Buddy and I are thinking about trying for salmon. Is Olcott the closest place for a decent shot of hooking up? Also, we were thinking about going the 9/22-9/23, is that too late this year? It sounds like the run started early. We were planning on just casting spoons off the pier, but we have all the wading stuff as we both fish steelhead a lot in the Rocky River. Any direction for where to start our research would be very helpful, thank you in advance!


----------



## Decoy hound (Apr 3, 2015)

It was loaded with people this past Sunday, I think you'll be fine going those days.


----------



## Decoy hound (Apr 3, 2015)

Also it looked like everyone was casting spoons. Not sure if there is anywhere to wade, I know a lot of people fish by Burt Dam. But I think that is from shore as well and gets real crowded. I've heard about lots of fights happening. I've also seen people fishing the wall in Lewiston next to the launch ramp. Also seen people fishing the platform next to the hydro plant near Devils hole.


----------



## RStock521 (Jul 17, 2008)

Decoy hound said:


> Also it looked like everyone was casting spoons. Not sure if there is anywhere to wade, I know a lot of people fish by Burt Dam. But I think that is from shore as well and gets real crowded. I've heard about lots of fights happening. I've also seen people fishing the wall in Lewiston next to the launch ramp. Also seen people fishing the platform next to the hydro plant near Devils hole.

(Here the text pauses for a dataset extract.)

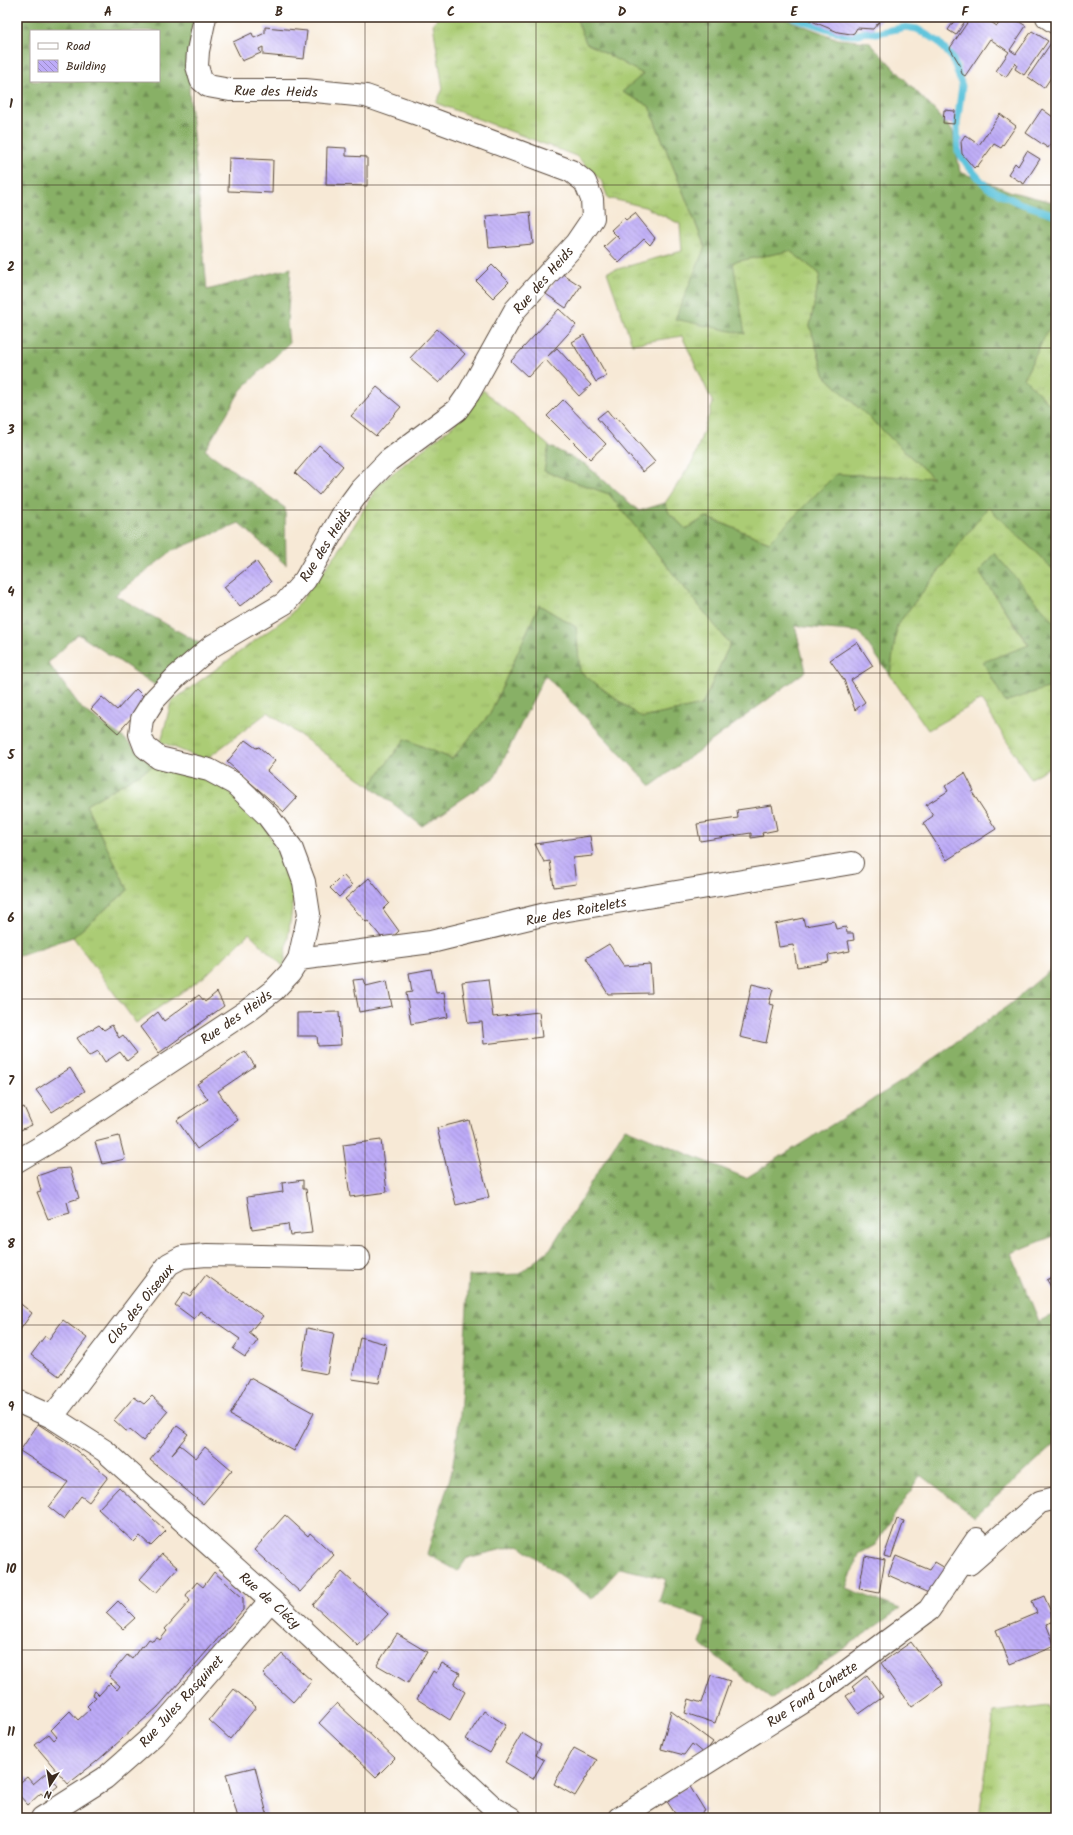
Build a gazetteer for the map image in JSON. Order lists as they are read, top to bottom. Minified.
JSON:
{"streets":{"street":["Rue des Heids","Rue des Roitelets","Clos des Oiseaux","Rue de Clécy","Rue Fond Cohette","Rue Jules Rasquinet"]},"crossings":[["Rue des Heids","Rue des Roitelets"],["Clos des Oiseaux","Rue de Clécy"],["Rue de Clécy","Rue Jules Rasquinet"]],"legend":["Road","Building"],"north":"bottom","grid":{"columns":["A","B","C","D","E","F"],"rows":["1","2","3","4","5","6","7","8","9","10","11"]}}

 Thanks for the info! I've never tried it before, but it seems like it could be a blast if you hookup.


----------



## Decoy hound (Apr 3, 2015)

Definitely!!


----------



## RollingRock (Jul 31, 2010)

When we fished on the river at Devil's hole, there was people fishing from shore. You can get there by a trail that goes down the hill to Devil's hole It was a little rough ,but my wife and I made it down with no problem. The trail starts at the parking lot at Devil's Hole state park, just west of the power plant, The trail follows the river upstream to almost the whirl pool hole and i seen other places where you could fish


----------



## youngblood (Feb 9, 2012)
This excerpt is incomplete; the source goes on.